The issue of responsibility arose after the woman, who can only be identified as Miss E, brought a civil action against the church.
She claims she was abused in a children's home run by the church and therefore the church has 'vicarious liability'.
But in a hearing at the Royal Courts of Justice in London earlier this year the church claimed it could not be held responsible because the priest was not an 'employee'.
Today, in the first hearing of its kind, Mr Justice Alistair MacDuffs ruled that the church is legally responsible for sexual abuse committed by its priests.
His decision is expected to provide further guidance for such trials in the future.
If the church had won the argument it would have meant it could avoid paying any compensation to all victims of sexual abuse by priests.
Miss E was admitted to The Firs in Waterlooville, run by an order of nuns, in May 1970, aged seven.
She alleges she was sexually abused by Father Wilfred Baldwin, a priest of the Roman Catholic Diocese of Portsmouth, who died in 2006.
It is believed that at the time of the alleged abuse he was 'vocations director' of the diocese and regularly visited The Firs, where he had unsupervised access to children.

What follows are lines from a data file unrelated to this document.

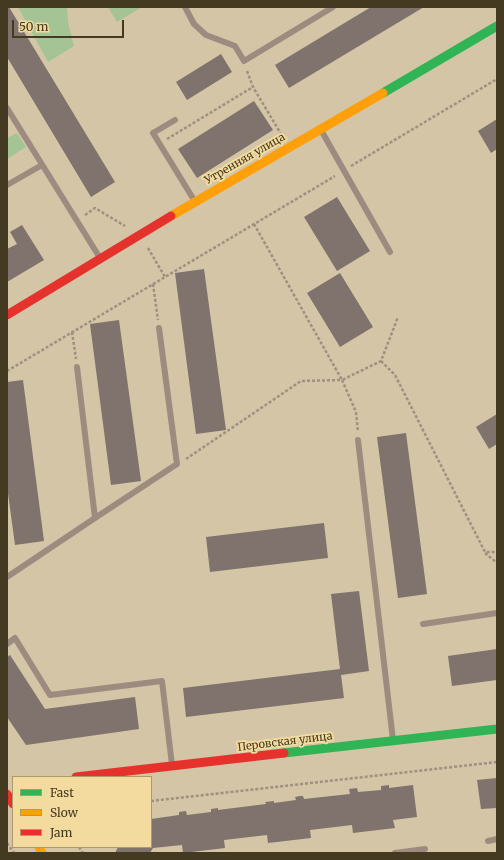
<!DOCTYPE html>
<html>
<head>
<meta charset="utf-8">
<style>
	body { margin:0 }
	#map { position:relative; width:504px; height:860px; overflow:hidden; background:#d3c5a5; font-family:Merriweather,serif }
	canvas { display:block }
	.frame { position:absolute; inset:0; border:8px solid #443a22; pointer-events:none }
	.legend { position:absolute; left:12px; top:776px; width:140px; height:72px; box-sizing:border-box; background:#f3da9e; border:1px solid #ad9a6c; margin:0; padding:5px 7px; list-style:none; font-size:12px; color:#443a22 }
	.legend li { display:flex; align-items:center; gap:8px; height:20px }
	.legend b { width:20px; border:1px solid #ad9a6c }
	.scale { position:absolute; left:12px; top:20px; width:112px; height:18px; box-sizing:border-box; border:2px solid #443a22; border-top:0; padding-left:5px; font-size:12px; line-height:14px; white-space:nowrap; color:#443a22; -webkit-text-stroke:3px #f3da9e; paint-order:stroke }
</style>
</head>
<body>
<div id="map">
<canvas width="504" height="860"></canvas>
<div class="frame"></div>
<ul class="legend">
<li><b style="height:5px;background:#30b455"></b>Fast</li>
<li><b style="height:5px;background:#ff9f0a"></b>Slow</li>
<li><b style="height:5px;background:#e5322d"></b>Jam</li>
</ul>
<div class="scale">50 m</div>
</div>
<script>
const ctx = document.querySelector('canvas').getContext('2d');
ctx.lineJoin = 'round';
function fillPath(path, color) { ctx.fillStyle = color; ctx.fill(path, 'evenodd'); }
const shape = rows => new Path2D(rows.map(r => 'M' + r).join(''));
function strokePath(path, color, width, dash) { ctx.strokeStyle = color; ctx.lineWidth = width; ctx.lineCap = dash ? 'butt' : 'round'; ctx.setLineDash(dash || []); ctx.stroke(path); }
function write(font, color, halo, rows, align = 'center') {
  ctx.font = font + ' Merriweather,serif'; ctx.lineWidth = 4; ctx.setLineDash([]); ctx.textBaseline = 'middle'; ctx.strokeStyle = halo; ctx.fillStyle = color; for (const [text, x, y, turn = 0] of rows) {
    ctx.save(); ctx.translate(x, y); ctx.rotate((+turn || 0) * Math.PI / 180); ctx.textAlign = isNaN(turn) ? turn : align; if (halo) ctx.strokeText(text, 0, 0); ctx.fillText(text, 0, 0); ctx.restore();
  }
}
fillPath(shape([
	[18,7,67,8,68,22,74,46,48,62],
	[108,7,142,7,117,22],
	[17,133,26,147,7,159,7,138]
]), '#a5c495');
fillPath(shape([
	[7,7,9,7,115,182,91,197,7,57],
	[371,7,424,7,289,88,275,65],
	[221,54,232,72,187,100,176,82],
	[254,101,273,130,197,178,178,149],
	[497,119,497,149,491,153,478,131],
	[337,197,370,251,337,271,304,217],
	[22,225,44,260,7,282,7,249,17,244,10,232],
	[204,269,226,430,196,434,175,273],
	[340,273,373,327,340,347,307,293],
	[119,320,141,481,111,485,90,324],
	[23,380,44,541,15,545,7,486,7,382],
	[497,414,497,444,489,449,476,427],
	[406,433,427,594,398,598,377,437],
	[324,523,328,558,210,572,206,537],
	[359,591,369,671,341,675,344,698,186,717,183,688,340,669,331,594],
	[497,649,497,680,452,686,448,656],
	[10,655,45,709,135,697,139,729,26,745,7,717,7,657],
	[497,778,497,808,481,809,477,780],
	[389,785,389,788,413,785,417,817,393,820,395,828,353,833,352,825,310,830,311,838,268,843,267,835,224,840,225,848,183,853,182,845,153,848,150,853,115,853,118,847,151,847,151,819,179,815,179,812,186,811,187,815,211,812,211,809,218,808,218,810,266,804,265,802,274,801,274,803,296,800,295,797,300,796,303,796,304,799,350,794,349,789,357,788,358,792,381,790,381,786]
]), '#80726c');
strokePath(shape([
	[247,71,253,87,281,134],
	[167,139,253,87],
	[351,166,497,79],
	[85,215,95,208,125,226],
	[254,224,342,380,381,361,398,317],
	[148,248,165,277],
	[153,284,158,320],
	[72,332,76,359],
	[381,361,395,375,485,552,497,552],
	[7,371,335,176],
	[186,459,301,381,342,380,356,412,358,432],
	[485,553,497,563],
	[151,801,497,762],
	[7,843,14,853],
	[79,847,83,853]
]), '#a09082', 2.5, [3, 2]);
strokePath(shape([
	[185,7,194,24,206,35,235,46,244,61,333,7],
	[7,108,100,258],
	[175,120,153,133,194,200],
	[321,130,390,252],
	[7,185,42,165],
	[358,440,393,740],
	[95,518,177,464,159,328],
	[7,577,95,518,77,367],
	[423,624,497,613],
	[7,644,15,638,50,695,162,681,172,765],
	[488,841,497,839],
	[395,853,425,849]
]), '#9e8b80', 6);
strokePath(shape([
	[383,93,497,26],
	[284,753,497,729]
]), '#30b455', 9);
strokePath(shape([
	[171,216,383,93],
	[39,847,42,853]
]), '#ff9f0a', 9);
strokePath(shape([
	[7,315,171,216],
	[76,777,284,753],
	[7,794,13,804]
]), '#e5322d', 9);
write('11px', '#443a22', '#f3da9e', [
	["Утренняя улица",245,159,-30],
	["Перовская улица",285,742,-7]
]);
</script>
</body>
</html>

Miss E alleges that during these visits Father Baldwin sexually abused her both within the home, in a private sitting room set aside for visitors, and in the vestry of the adjoining church of St Michael Sacred Heart.
The woman's allegations arose in May 2006 when police contacted people who had stayed at the home after others reported they had been abused by Father Baldwin.
The claim is that the nuns were negligent and in breach of duty, and that the diocese was 'vicariously liable' for Father Baldwin's alleged abuse of Miss E as he was a Catholic priest working in the Portsmouth diocese.
Miss E's case against the church was scheduled for a 10-day trial in December but that has now been put back to next year.
If she had lost this argument the trial would have not taken place.
This was the first time this point has been tested in a court of law.
Tracey Emmott, of Emott Snell, a specialist in working with sexual abuse claims who is managing the case, said: 'There seems to be a significant discrepancy between the position claimed by the Catholic church and the way it conducts its defence when legal proceedings are brought.
'Whilst the church appears to pay lip service to the idea of transparency in confronting the ugly and sordid activities of some of its clergy, its lawyers are attempting to use every cynical loop hole open to them to avoid accepting responsibility.
'I find it astonishing that the Catholic church can actually claim that it has no interest in or responsibility for the sexual degradations committed against children by its own clergy.'
It is known that several others who claim abuse at the hands of Father Baldwin were also considering bringing civil claims against the church, depending on the outcome of this case.